▶ _Exercise description_: Pick every line out of the entries below that holds the string "shadow", and report them.

════════════════

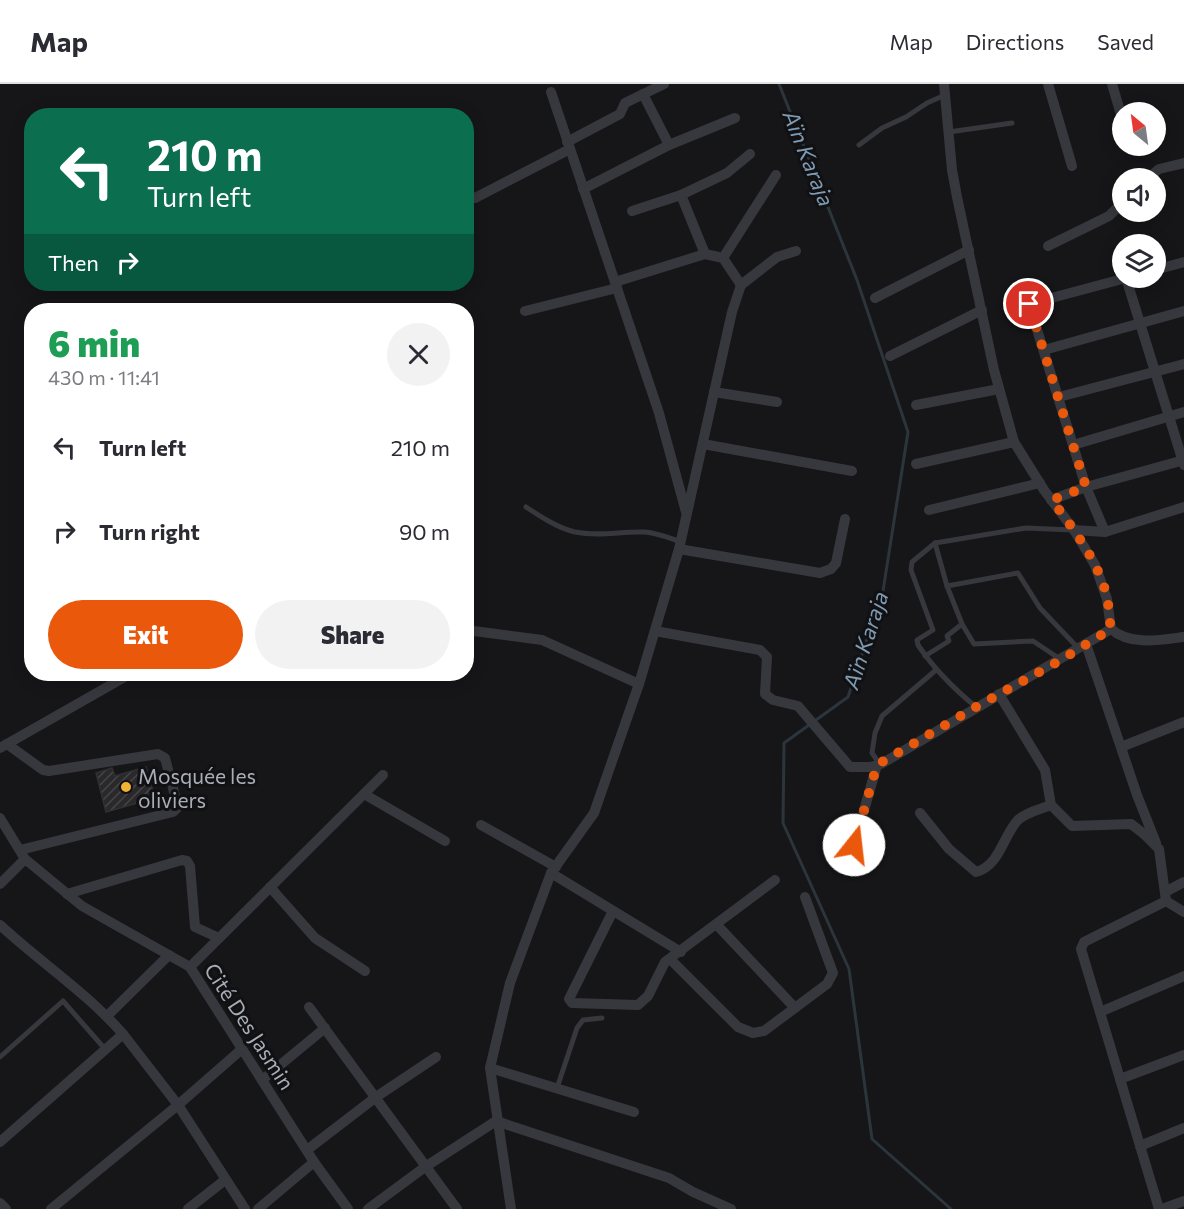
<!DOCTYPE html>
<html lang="en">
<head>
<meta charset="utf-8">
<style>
	:root { --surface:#fff; --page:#f2f2f3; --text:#2b2b33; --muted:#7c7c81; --line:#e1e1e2; --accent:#ea580c }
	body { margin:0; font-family:Commissioner,sans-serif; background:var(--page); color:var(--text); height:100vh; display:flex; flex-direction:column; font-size:22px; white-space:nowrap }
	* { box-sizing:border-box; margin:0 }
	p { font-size:20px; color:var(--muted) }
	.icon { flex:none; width:33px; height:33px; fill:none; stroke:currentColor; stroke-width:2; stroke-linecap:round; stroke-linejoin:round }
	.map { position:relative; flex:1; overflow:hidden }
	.drawer { position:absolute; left:24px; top:219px; width:450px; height:378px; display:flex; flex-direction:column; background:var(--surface); border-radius:24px; box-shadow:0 3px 15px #0003 }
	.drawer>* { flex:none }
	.banner { position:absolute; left:24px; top:24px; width:450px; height:183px; border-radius:24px; box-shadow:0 3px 15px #0003; background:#0b6e4f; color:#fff; overflow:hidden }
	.needle { width:39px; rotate:331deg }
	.fabs { position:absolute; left:1112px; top:18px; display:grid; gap:12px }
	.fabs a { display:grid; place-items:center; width:54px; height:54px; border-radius:50%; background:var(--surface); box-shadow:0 3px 15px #0003; font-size:30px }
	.pin { position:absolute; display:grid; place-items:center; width:51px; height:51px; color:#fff; margin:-26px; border:3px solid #fff; border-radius:50%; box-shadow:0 2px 6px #0007 }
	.me { position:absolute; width:66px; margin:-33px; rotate:16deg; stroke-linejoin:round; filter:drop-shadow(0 0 4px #0008) }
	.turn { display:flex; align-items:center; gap:21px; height:126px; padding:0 24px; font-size:27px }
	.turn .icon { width:78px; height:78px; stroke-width:2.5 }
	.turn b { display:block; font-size:42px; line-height:51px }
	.then { display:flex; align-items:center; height:57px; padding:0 24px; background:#0003; gap:12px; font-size:22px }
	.round { display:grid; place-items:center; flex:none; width:63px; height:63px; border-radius:32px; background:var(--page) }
	.overview { display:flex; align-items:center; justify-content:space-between; height:102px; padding:0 24px }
	h1 { font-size:36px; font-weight:800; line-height:45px; color:#1e9e55 }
	.cta { display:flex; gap:12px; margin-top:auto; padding:12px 24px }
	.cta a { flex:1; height:69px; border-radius:36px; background:var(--accent); color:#fff; font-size:24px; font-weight:800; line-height:69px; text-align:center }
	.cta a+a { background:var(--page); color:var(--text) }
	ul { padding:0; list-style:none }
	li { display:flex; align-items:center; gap:18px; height:84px; padding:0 24px }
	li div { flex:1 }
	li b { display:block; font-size:22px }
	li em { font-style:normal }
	header { display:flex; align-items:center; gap:36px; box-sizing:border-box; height:84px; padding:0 30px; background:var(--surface); border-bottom:2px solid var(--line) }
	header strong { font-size:28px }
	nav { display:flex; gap:33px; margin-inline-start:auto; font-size:21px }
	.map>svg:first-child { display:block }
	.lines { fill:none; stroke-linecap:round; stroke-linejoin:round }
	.stream { stroke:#2c353c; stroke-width:3 }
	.building { fill:url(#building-hatch); stroke:#303034; stroke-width:1.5 }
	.lane { stroke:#37383d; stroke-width:5 }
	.street { stroke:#37383d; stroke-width:10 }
	.route { stroke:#ea580c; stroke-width:10; stroke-dasharray:0 18 }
	.poi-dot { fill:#f2b134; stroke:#111113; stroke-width:2 }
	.labels { text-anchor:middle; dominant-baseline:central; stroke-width:6; stroke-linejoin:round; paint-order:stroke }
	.poi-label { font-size:21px; fill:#a8adb8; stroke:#111113; text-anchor:start }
	.street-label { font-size:21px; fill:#a8adb8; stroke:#111113 }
	.water-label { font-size:22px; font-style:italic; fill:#7f9bb3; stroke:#111113 }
</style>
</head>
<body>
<header>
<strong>Map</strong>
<nav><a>Map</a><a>Directions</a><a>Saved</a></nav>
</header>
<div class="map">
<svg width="1184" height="1125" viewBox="0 0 1184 1125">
	<defs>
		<pattern id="building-hatch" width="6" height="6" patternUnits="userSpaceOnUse" patternTransform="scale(1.5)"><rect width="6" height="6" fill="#29292c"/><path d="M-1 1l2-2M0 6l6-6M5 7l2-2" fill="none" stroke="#454548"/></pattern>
	</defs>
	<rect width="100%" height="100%" fill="#161618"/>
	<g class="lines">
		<!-- stream -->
		<path class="stream" d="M779,0L857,196L908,348L883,507L848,613L784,659L783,739L849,885L872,1055L951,1125"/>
	</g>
	<!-- building -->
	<path class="building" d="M146,683L155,714L106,728L96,689L112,684L115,692Z"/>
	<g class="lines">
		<!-- lane -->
		<g class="lane">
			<path d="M949,48L1012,39"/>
			<path d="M859,61L882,44L906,33L927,19L945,11"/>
			<path d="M526,423C541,433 558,444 575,448C599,453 622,447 645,448C658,449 669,454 681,458"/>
			<path d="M1073,446L1026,444L935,459L947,502L1018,489L1040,524L1079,565"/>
			<path d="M935,459L912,478L911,486L933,546L917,556L918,561C934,585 953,604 976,623"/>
			<path d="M947,502L962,540L974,560L1033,557L1060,575"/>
			<path d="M925,572L949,557L947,552L962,540"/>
			<path d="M879,679L872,669L875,649L882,632L936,586"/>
			<path d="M0,973L63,917L105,965"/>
			<path d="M557,1004L577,944L583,936L602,934"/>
		</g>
		<!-- street -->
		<g class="street">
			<path d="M944,0L952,86L957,113L994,286L1014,358L1044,406L1074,446L1095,481L1107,515L1111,545C1130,562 1160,556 1184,553"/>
			<path d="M1048,0L1072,82"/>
			<path d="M1112,0L1122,34"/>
			<path d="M551,8L659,329L686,428"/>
			<path d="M643,10L669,61"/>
			<path d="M567,58L620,30L625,19L664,0"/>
			<path d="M1148,94L1159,85L1184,79"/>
			<path d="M466,105L469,112L475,114L570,65"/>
			<path d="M583,105L669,61L735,34"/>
			<path d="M681,111L705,170L723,174L741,201"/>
			<path d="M632,127L681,111L727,89L750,70"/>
			<path d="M1048,162L1109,132L1122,119"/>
			<path d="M723,174L776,91"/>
			<path d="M1155,186L1184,178"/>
			<path d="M1126,194L1184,381"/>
			<path d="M615,198L705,170"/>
			<path d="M875,214L969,166"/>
			<path d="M525,227L617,204"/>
			<path d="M1044,266L1184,227"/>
			<path d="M890,272L982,226"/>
			<path d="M714,308L777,318"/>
			<path d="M1059,313L1184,280"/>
			<path d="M916,321L999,305"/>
			<path d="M703,360L852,387"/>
			<path d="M1073,361L1184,328"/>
			<path d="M916,380L1014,358"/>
			<path d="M1051,416L1086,403L1184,376"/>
			<path d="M929,426L1040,399"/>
			<path d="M1074,446L1105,448L1184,423"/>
			<path d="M1105,448L1086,403L1029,220L1126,194"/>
			<path d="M679,465L820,489L831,485L836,479L845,435"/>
			<path d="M466,546L542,556L639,600"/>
			<path d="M655,547L760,566L767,573L765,610L773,616L798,622L850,683H870L881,680L1111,545"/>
			<path d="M1086,560L1137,711L1156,759"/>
			<path d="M999,610L1045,686L1051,721L1072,742L1131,740L1144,750L1159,765L1166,817"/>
			<path d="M7,660L43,686L49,687L158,670L165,674L178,723L173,728L20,766"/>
			<path d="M1121,663L1184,638"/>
			<path d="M0,664L130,590"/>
			<path d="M364,710L445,757"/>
			<path d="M920,729L949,765L976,788C999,782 1003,753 1017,737C1024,729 1041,725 1051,721"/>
			<path d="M0,734L25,775L82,822L190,883L314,1078L348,1125"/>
			<path d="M481,741L556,783"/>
			<path d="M854,761L877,681"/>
			<path d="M551,789L681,868"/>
			<path d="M0,800L25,775"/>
			<path d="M270,803L315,854L365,887"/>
			<path d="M1165,808L1184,798"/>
			<path d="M67,810L182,776L187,777L190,782L195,843L219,854"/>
			<path d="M613,827L569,915L572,919L638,921L648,912L665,878L775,796"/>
			<path d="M0,841C40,878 87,909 123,950"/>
			<path d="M717,841L795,924"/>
			<path d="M670,875L738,943L753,949L764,947L827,900L833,889L805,813"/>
			<path d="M190,883L383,691"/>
			<path d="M309,923L457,1125"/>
			<path d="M1100,928L1184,892"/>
			<path d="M107,932L169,871"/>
			<path d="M490,984L634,1028"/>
			<path d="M1120,995L1184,971"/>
			<path d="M262,996L325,944"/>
			<path d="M0,1058L123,950L178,1021L245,1125"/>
			<path d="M1140,1062L1184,1044"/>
			<path d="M307,1066L376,1013L436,973"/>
			<path d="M0,1119L6,1125"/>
			<path d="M51,1125L178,1021L242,965"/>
			<path d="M188,1125L225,1096"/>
			<path d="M258,1125L314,1078"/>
			<path d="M368,1125L425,1083L496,1037L669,1094L693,1108L731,1125"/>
			<path d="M511,1125L490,984L510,899L551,789L594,729L639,600L679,465L732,228L741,201L777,173L796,167"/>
			<path d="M1159,1125L1081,865L1084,858L1166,817L1184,828"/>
			<path d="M1162,1125L1184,1117"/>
		</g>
	</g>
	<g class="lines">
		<!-- route -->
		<path class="route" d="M854,761L877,681L976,623L1061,576L1111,545C1109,534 1109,523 1107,513C1098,476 1073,445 1052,416L1086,403L1029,220"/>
	</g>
	<!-- markers -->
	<circle class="poi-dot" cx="126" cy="703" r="6"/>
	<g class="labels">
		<!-- poi labels -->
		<g class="poi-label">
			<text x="138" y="691">Mosquée les<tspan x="138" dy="24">oliviers</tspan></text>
		</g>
		<!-- street labels -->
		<g class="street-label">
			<text transform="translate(250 942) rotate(57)">Cité Des Jasmin</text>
		</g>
		<!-- water labels -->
		<g class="water-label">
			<text transform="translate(809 74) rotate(68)">Aïn Karaja</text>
			<text transform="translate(865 556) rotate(-72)">Aïn Karaja</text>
		</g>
	</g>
</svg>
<div class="fabs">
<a><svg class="needle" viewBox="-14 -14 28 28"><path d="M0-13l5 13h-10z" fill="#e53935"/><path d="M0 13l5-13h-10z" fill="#7c7c81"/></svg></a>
<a><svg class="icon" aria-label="sound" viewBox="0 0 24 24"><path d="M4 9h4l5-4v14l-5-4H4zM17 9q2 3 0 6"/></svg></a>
<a><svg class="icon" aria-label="layers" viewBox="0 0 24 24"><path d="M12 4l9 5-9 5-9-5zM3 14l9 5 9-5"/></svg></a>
</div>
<div class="pin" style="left:1029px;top:220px;background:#d93025"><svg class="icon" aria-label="arrive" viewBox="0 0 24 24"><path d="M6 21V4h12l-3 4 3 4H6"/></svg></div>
<svg class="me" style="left:854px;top:761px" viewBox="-20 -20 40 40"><circle r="19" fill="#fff"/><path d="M0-13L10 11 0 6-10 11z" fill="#ea580c"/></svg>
<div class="banner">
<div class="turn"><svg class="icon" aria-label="left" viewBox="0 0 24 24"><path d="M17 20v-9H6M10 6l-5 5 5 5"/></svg><div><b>210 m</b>Turn left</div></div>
<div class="then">Then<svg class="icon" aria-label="right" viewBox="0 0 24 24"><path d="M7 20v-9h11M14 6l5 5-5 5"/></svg></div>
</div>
<section class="drawer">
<div class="overview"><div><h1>6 min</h1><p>430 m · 11:41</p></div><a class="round"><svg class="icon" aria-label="close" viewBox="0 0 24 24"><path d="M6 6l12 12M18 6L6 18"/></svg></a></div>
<ul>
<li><svg class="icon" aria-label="left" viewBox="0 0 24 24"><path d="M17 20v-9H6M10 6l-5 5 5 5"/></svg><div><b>Turn left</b></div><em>210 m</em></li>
<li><svg class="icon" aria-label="right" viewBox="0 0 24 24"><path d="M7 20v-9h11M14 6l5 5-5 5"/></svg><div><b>Turn right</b></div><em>90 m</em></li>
</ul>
<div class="cta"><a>Exit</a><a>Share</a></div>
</section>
</div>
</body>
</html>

════════════════

▶ _Your solution_:
	.drawer { position:absolute; left:24px; top:219px; width:450px; height:378px; display:flex; flex-direction:column; background:var(--surface); border-radius:24px; box-shadow:0 3px 15px #0003 }
	.banner { position:absolute; left:24px; top:24px; width:450px; height:183px; border-radius:24px; box-shadow:0 3px 15px #0003; background:#0b6e4f; color:#fff; overflow:hidden }
	.fabs a { display:grid; place-items:center; width:54px; height:54px; border-radius:50%; background:var(--surface); box-shadow:0 3px 15px #0003; font-size:30px }
	.pin { position:absolute; display:grid; place-items:center; width:51px; height:51px; color:#fff; margin:-26px; border:3px solid #fff; border-radius:50%; box-shadow:0 2px 6px #0007 }
	.me { position:absolute; width:66px; margin:-33px; rotate:16deg; stroke-linejoin:round; filter:drop-shadow(0 0 4px #0008) }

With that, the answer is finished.